*What is required*
Exactly as they stand, write out all of the entries again.
[Records shown — start]
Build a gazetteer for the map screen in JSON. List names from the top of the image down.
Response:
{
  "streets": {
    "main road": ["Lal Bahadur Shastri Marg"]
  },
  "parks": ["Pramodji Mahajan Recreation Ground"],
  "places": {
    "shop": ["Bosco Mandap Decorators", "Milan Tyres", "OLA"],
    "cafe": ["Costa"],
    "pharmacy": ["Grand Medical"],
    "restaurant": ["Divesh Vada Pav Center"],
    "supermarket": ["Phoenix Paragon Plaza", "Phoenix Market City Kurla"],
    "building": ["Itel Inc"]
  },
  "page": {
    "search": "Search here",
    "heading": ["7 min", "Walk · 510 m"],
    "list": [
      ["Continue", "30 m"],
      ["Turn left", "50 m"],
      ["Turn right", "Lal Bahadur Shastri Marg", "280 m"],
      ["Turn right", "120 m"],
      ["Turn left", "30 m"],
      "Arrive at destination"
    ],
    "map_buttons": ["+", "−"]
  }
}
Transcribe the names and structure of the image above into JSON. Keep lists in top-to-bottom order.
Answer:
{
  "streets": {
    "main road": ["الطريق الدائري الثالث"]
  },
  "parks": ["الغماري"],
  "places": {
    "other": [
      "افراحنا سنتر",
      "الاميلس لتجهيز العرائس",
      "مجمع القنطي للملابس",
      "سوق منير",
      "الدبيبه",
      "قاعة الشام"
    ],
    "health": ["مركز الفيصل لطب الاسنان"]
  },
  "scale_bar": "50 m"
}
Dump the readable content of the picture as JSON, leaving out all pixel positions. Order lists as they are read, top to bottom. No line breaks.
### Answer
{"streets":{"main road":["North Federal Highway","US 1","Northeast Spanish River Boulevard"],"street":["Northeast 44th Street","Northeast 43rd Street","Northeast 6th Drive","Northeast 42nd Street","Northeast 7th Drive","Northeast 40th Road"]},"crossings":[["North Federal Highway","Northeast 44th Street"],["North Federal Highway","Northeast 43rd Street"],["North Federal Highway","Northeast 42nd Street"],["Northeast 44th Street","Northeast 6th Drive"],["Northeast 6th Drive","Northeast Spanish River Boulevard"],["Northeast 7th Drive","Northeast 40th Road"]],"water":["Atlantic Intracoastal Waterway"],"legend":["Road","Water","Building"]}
[Records shown — finish]
*Result of this exercise*
Build a gazetteer for the map screen in JSON. List names from the top of the image down.
Response:
{
  "streets": {
    "main road": ["Lal Bahadur Shastri Marg"]
  },
  "parks": ["Pramodji Mahajan Recreation Ground"],
  "places": {
    "shop": ["Bosco Mandap Decorators", "Milan Tyres", "OLA"],
    "cafe": ["Costa"],
    "pharmacy": ["Grand Medical"],
    "restaurant": ["Divesh Vada Pav Center"],
    "supermarket": ["Phoenix Paragon Plaza", "Phoenix Market City Kurla"],
    "building": ["Itel Inc"]
  },
  "page": {
    "search": "Search here",
    "heading": ["7 min", "Walk · 510 m"],
    "list": [
      ["Continue", "30 m"],
      ["Turn left", "50 m"],
      ["Turn right", "Lal Bahadur Shastri Marg", "280 m"],
      ["Turn right", "120 m"],
      ["Turn left", "30 m"],
      "Arrive at destination"
    ],
    "map_buttons": ["+", "−"]
  }
}
Transcribe the names and structure of the image above into JSON. Keep lists in top-to-bottom order.
Answer:
{
  "streets": {
    "main road": ["الطريق الدائري الثالث"]
  },
  "parks": ["الغماري"],
  "places": {
    "other": [
      "افراحنا سنتر",
      "الاميلس لتجهيز العرائس",
      "مجمع القنطي للملابس",
      "سوق منير",
      "الدبيبه",
      "قاعة الشام"
    ],
    "health": ["مركز الفيصل لطب الاسنان"]
  },
  "scale_bar": "50 m"
}
Dump the readable content of the picture as JSON, leaving out all pixel positions. Order lists as they are read, top to bottom. No line breaks.
### Answer
{"streets":{"main road":["North Federal Highway","US 1","Northeast Spanish River Boulevard"],"street":["Northeast 44th Street","Northeast 43rd Street","Northeast 6th Drive","Northeast 42nd Street","Northeast 7th Drive","Northeast 40th Road"]},"crossings":[["North Federal Highway","Northeast 44th Street"],["North Federal Highway","Northeast 43rd Street"],["North Federal Highway","Northeast 42nd Street"],["Northeast 44th Street","Northeast 6th Drive"],["Northeast 6th Drive","Northeast Spanish River Boulevard"],["Northeast 7th Drive","Northeast 40th Road"]],"water":["Atlantic Intracoastal Waterway"],"legend":["Road","Water","Building"]}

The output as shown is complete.